Your task. Set down all of the entries exactly, leaving nothing out.

(Saved data entries)
######

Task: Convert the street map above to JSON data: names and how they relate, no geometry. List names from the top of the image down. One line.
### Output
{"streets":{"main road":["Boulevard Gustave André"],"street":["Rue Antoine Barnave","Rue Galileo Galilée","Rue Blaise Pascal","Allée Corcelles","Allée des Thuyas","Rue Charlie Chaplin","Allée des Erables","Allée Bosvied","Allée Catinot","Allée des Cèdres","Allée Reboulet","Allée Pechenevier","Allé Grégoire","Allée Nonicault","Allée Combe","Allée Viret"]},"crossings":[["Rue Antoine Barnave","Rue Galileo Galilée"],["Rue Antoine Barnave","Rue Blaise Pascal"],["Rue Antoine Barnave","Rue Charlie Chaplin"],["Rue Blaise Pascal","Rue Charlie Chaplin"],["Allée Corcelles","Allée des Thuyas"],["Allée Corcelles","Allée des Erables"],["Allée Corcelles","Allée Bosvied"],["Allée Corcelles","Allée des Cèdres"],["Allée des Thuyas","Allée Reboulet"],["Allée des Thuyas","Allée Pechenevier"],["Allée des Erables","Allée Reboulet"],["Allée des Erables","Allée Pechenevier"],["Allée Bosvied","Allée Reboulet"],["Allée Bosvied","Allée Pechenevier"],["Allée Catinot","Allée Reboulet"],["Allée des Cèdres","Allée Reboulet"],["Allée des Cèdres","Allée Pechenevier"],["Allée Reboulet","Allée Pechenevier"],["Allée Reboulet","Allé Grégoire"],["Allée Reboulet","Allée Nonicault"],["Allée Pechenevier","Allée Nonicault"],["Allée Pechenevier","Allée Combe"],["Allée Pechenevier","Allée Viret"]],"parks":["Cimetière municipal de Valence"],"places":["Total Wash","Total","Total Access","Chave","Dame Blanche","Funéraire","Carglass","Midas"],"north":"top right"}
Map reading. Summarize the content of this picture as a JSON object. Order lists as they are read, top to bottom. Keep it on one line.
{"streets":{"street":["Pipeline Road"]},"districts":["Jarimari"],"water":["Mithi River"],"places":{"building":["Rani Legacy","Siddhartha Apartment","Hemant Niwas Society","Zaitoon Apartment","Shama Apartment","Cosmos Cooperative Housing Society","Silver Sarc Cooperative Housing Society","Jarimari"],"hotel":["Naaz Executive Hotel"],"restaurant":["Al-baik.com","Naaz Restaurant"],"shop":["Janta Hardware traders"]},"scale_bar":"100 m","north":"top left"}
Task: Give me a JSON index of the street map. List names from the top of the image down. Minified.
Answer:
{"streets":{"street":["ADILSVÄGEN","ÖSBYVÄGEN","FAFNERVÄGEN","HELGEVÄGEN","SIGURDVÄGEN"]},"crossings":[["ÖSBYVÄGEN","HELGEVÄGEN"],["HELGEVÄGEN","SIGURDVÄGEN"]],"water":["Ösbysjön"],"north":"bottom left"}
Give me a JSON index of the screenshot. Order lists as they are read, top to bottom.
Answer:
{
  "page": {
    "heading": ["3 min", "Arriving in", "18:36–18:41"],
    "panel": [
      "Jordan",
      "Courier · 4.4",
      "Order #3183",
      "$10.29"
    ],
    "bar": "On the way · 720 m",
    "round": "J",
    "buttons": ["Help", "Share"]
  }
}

######

Completed exercise.
Task: Convert the street map above to JSON data: names and how they relate, no geometry. List names from the top of the image down. One line.
### Output
{"streets":{"main road":["Boulevard Gustave André"],"street":["Rue Antoine Barnave","Rue Galileo Galilée","Rue Blaise Pascal","Allée Corcelles","Allée des Thuyas","Rue Charlie Chaplin","Allée des Erables","Allée Bosvied","Allée Catinot","Allée des Cèdres","Allée Reboulet","Allée Pechenevier","Allé Grégoire","Allée Nonicault","Allée Combe","Allée Viret"]},"crossings":[["Rue Antoine Barnave","Rue Galileo Galilée"],["Rue Antoine Barnave","Rue Blaise Pascal"],["Rue Antoine Barnave","Rue Charlie Chaplin"],["Rue Blaise Pascal","Rue Charlie Chaplin"],["Allée Corcelles","Allée des Thuyas"],["Allée Corcelles","Allée des Erables"],["Allée Corcelles","Allée Bosvied"],["Allée Corcelles","Allée des Cèdres"],["Allée des Thuyas","Allée Reboulet"],["Allée des Thuyas","Allée Pechenevier"],["Allée des Erables","Allée Reboulet"],["Allée des Erables","Allée Pechenevier"],["Allée Bosvied","Allée Reboulet"],["Allée Bosvied","Allée Pechenevier"],["Allée Catinot","Allée Reboulet"],["Allée des Cèdres","Allée Reboulet"],["Allée des Cèdres","Allée Pechenevier"],["Allée Reboulet","Allée Pechenevier"],["Allée Reboulet","Allé Grégoire"],["Allée Reboulet","Allée Nonicault"],["Allée Pechenevier","Allée Nonicault"],["Allée Pechenevier","Allée Combe"],["Allée Pechenevier","Allée Viret"]],"parks":["Cimetière municipal de Valence"],"places":["Total Wash","Total","Total Access","Chave","Dame Blanche","Funéraire","Carglass","Midas"],"north":"top right"}
Map reading. Summarize the content of this picture as a JSON object. Order lists as they are read, top to bottom. Keep it on one line.
{"streets":{"street":["Pipeline Road"]},"districts":["Jarimari"],"water":["Mithi River"],"places":{"building":["Rani Legacy","Siddhartha Apartment","Hemant Niwas Society","Zaitoon Apartment","Shama Apartment","Cosmos Cooperative Housing Society","Silver Sarc Cooperative Housing Society","Jarimari"],"hotel":["Naaz Executive Hotel"],"restaurant":["Al-baik.com","Naaz Restaurant"],"shop":["Janta Hardware traders"]},"scale_bar":"100 m","north":"top left"}
Task: Give me a JSON index of the street map. List names from the top of the image down. Minified.
Answer:
{"streets":{"street":["ADILSVÄGEN","ÖSBYVÄGEN","FAFNERVÄGEN","HELGEVÄGEN","SIGURDVÄGEN"]},"crossings":[["ÖSBYVÄGEN","HELGEVÄGEN"],["HELGEVÄGEN","SIGURDVÄGEN"]],"water":["Ösbysjön"],"north":"bottom left"}
Give me a JSON index of the screenshot. Order lists as they are read, top to bottom.
Answer:
{
  "page": {
    "heading": ["3 min", "Arriving in", "18:36–18:41"],
    "panel": [
      "Jordan",
      "Courier · 4.4",
      "Order #3183",
      "$10.29"
    ],
    "bar": "On the way · 720 m",
    "round": "J",
    "buttons": ["Help", "Share"]
  }
}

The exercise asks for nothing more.